Co-Delivery of the Human NY-ESO-1 Tumor-Associated Antigen and Alpha-GalactosylCeramide by Filamentous Bacteriophages Strongly Enhances the Expansion of Tumor-Specific CD8+ T Cells

Round 1

Reviewer 1 Report

Manco and coworkers developed a dual-displayed bacteriophage particle that express a cancer-specific peptide antigen (NY-ESO-1) on a second, recombinant major coat protein (p8) and conjugated an immunologically active lipid alpha-GalactosylCeramide to the surface of the bacteriophages. The authors tested the expansion of peptide-specific CD8+ T cells using an in vitro and an in vivo model. Overall, the manuscript is well written and provides a thorough characterization of a novel bacteriophage vaccine platform and its potential utility to the research community.

Author Response

Reviewer 2 Report

This manuscript examines effectiveness the filamentous phage fd as a vaccine carrier displaying a cancer-associated antigenic peptide, together with bound aGalCer, an adjuvanting molecule that is normally displayed on DCs and that recruits iNKT cells.

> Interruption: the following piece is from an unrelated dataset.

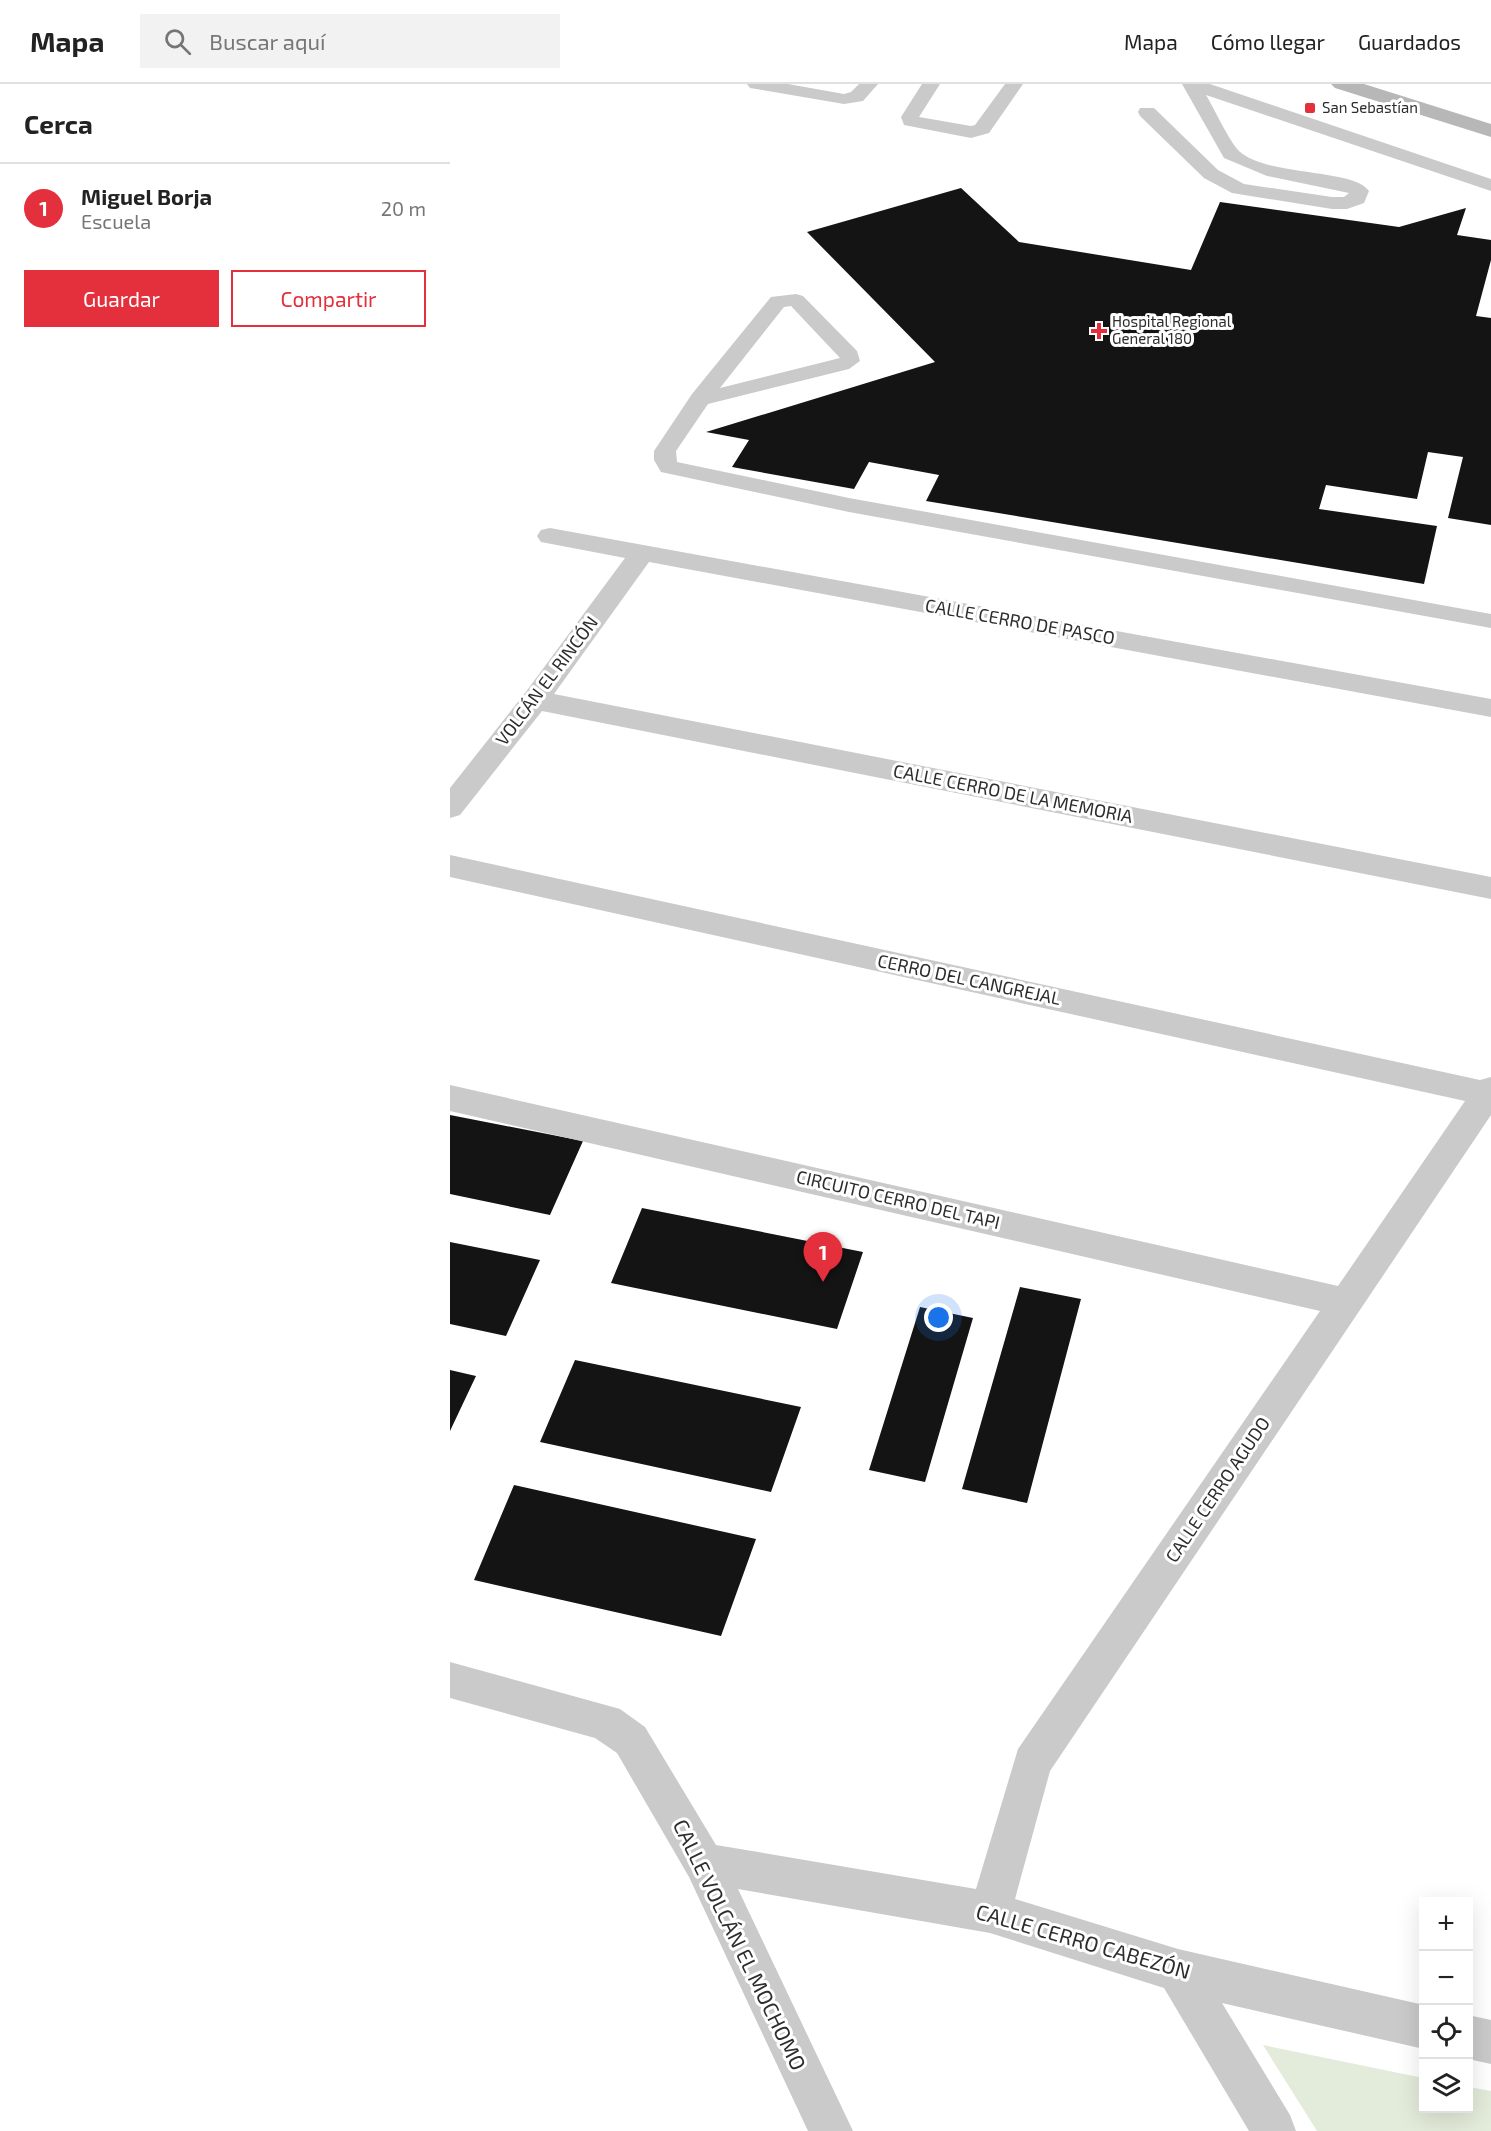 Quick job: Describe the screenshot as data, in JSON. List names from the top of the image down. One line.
{"streets":{"street":["CALLE CERRO DE PASCO","VOLCÁN EL RINCÓN","CALLE CERRO DE LA MEMORIA","CERRO DEL CANGREJAL","CIRCUITO CERRO DEL TAPI","CALLE CERRO AGUDO","CALLE CERRO CABEZÓN","CALLE VOLCÁN EL MOCHOMO"]},"crossings":[["CALLE CERRO DE PASCO","VOLCÁN EL RINCÓN"],["VOLCÁN EL RINCÓN","CALLE CERRO DE LA MEMORIA"],["CERRO DEL CANGREJAL","CALLE CERRO AGUDO"],["CIRCUITO CERRO DEL TAPI","CALLE CERRO AGUDO"],["CALLE CERRO AGUDO","CALLE CERRO CABEZÓN"],["CALLE CERRO CABEZÓN","CALLE VOLCÁN EL MOCHOMO"]],"places":{"transit":["San Sebastían"],"health":["Hospital Regional General 180"]},"page":{"header":"Mapa","search":"Buscar aquí","nav":["Mapa","Cómo llegar","Guardados"],"heading":"Cerca","list":[{"mark":"1","name":"Miguel Borja","note":"Escuela","value":"20 m"}],"buttons":["Guardar","Compartir"],"pins":"1","map_buttons":["+","−"]}}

The manuscript is very well written, however there are some serious issues in the terms of results and claims by the authors.

Firstly, nowhere in the manuscript is there a direct (chemical) 1:1 conjugate of antigenic peptide to aGalCer tested, which is a gold standard. The antigen-specific CD8 T-cell response shown here in Figure 3 is minute in comparison to the response to the 1:1 chemical conjugate (numerous publications could have been cited by the authors here).

Secondly, the authors claim that they have conjugated aGalCer to the phage, which normally means that there is chemical conjugation (e.g. https://link.springer.com/protocol/10.1385/1-59259-679-7:255) In this case, the authors claim that binding is conjugation. The term as used here is misleading.

The authors state that the major coat protein g8p of fd is hydrophobic and this is why aGalCer binds to the phage. However, in the phage structure the hydrophobic portion of the g8p is not exposed at the surface (Marvin 2006 JMB and other publications), and the phage virion surface is hydrophilic. The explanation given in the manuscript must be removed as it is factually incorrect.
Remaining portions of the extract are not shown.